|1920's-30's Goodell Pratt, not recommended for a first lathe.|
Let's narrow this down quickly -- my recommendation is limit your search to Delta or Sears Craftsman lathes that were manufactured after 1950. Why? Over time certain features became more desirable until they are now somewhat standardized making it easier to reuse chucks, centers, tooling etc. as you upgrade lathes. But prior to about 1950, oddball choices for thread sizes or tapers were more common and some of those choices fell by the wayside meaning they are largely unused (or unusable) today. Ball bearings also became more common after 1950. There are good choices besides Delta or Craftsman but those two are the most common and both standardized early.
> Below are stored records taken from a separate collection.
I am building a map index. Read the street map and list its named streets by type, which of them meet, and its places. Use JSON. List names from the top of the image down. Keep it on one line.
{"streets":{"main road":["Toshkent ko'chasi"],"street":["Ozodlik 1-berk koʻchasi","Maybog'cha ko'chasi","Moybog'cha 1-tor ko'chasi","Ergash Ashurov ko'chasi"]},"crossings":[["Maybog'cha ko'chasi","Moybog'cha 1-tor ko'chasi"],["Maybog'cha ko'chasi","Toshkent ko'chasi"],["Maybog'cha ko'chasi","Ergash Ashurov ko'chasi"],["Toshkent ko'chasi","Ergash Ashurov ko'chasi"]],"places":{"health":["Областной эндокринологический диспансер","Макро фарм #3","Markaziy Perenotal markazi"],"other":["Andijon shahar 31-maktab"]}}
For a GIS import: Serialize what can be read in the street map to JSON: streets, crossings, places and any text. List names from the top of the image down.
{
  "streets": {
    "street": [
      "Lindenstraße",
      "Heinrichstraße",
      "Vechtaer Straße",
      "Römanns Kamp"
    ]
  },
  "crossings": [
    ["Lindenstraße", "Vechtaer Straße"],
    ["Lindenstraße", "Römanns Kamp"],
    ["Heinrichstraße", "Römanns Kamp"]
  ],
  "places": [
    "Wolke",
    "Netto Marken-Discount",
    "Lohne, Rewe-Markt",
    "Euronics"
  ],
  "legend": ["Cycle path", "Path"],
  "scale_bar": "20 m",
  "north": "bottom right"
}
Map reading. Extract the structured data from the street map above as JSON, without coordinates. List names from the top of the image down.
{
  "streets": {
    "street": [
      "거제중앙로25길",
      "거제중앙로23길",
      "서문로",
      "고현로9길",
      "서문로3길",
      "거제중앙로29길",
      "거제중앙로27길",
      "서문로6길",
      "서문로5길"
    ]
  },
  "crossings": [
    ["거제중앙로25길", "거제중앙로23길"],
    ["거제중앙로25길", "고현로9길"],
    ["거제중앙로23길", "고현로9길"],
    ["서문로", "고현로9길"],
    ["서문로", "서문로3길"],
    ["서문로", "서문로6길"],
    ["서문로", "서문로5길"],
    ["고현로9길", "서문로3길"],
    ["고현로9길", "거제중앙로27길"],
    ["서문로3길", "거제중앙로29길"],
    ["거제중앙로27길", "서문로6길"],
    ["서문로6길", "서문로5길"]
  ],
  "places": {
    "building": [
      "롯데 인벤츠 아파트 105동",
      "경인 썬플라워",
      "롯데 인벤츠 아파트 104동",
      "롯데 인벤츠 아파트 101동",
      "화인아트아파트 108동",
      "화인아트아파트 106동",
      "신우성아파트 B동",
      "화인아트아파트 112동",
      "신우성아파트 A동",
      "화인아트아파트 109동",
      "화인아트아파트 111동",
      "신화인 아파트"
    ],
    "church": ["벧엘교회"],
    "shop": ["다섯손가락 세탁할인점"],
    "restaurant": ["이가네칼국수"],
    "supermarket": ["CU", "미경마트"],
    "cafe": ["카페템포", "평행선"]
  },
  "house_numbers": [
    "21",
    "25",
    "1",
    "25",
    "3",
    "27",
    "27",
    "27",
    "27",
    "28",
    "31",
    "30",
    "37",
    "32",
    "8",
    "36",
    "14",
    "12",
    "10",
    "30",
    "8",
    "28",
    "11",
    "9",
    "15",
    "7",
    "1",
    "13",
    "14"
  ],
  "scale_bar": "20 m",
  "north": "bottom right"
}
Post 1950 should keep you away from oddball stuff; late 50's is even better. In fact, the newer the better but this article is focused on lathes from 1950-1980.
What is this talk of standardization? Modern wood lathes have two ways to attach accessories, 1) threaded spindles and 2) machine tapers. The spindle is the shaft to which your work attaches on one end and power attaches on the other end. The case that holds the spindle is called the headstock. Modern lathes have threading on the outside of the spindle so that faceplates or scroll chucks like the Nova G3 can thread on. The spindle is hollow, and the working end will have a machine taper into which accessories like drive centers, drill chucks or drill bits can fit. But lathes didn't always have both threads and tapers, and it's possible for the headstock to have a taper but not the tailstock. If the lathe you are considering doesn't have both a threaded spindle on the headstock and a machine taper on head and tailstock, I would pass on it.
|This lathe has a spindle threaded on both ends so you can attach accessories to the outboard side. The silver pin is for indexing.|
|Lathe with a threaded spindle and Morse taper|
What about the motor? Most old lathes will come with a 110V motor between 1/4 - 1 HP and will have 4 pulleys on the headstock giving you 4 possible speeds. These are enough for basic turning but eventually you can add variable speed to get much more utility from your lathe.
|A "4 speed" lathe, note the step pulley with 4 grooves. Speeds are changed by moving the v-belt.|
|1958 Craftsman 9x30 bench lathe modified with variable speed|
|1970's Rockwell Delta 46-111 gap bed lathe|
So what to buy? I recommend buying a Delta or Craftsman lathe made in the 50's or later that has a threaded headstock spindle (sizes 1-8 or 3/4-16) and Morse taper in both head and tail stock. Look for a manual on vintagemachinery.org. Sometimes the manual will not tell you the tapers or thread sizes but it will be good information regardless. If the taper size isn't listed anywhere, they are easy to measure. A #1MT (Morse taper) is a little less than 1/2" across on the spindle. A #2MT is a tad over 11/16" diameter on the spindle. Before buying, have the lathe running and listen for any screeching, scratching, or grinding that may indicate bearings need replacement. Make sure the tailstock turns in and out freely and that the centers are removable from both head and tailstock. With centers in place, slide the tailstock to the headstock and check that the center points touch. A tiny amount of misalignment is not a deal killer but a big misalignment may indicate a Frankenlathe (a lathe assembled from parts of other lathes), mismatched parts, or other problems.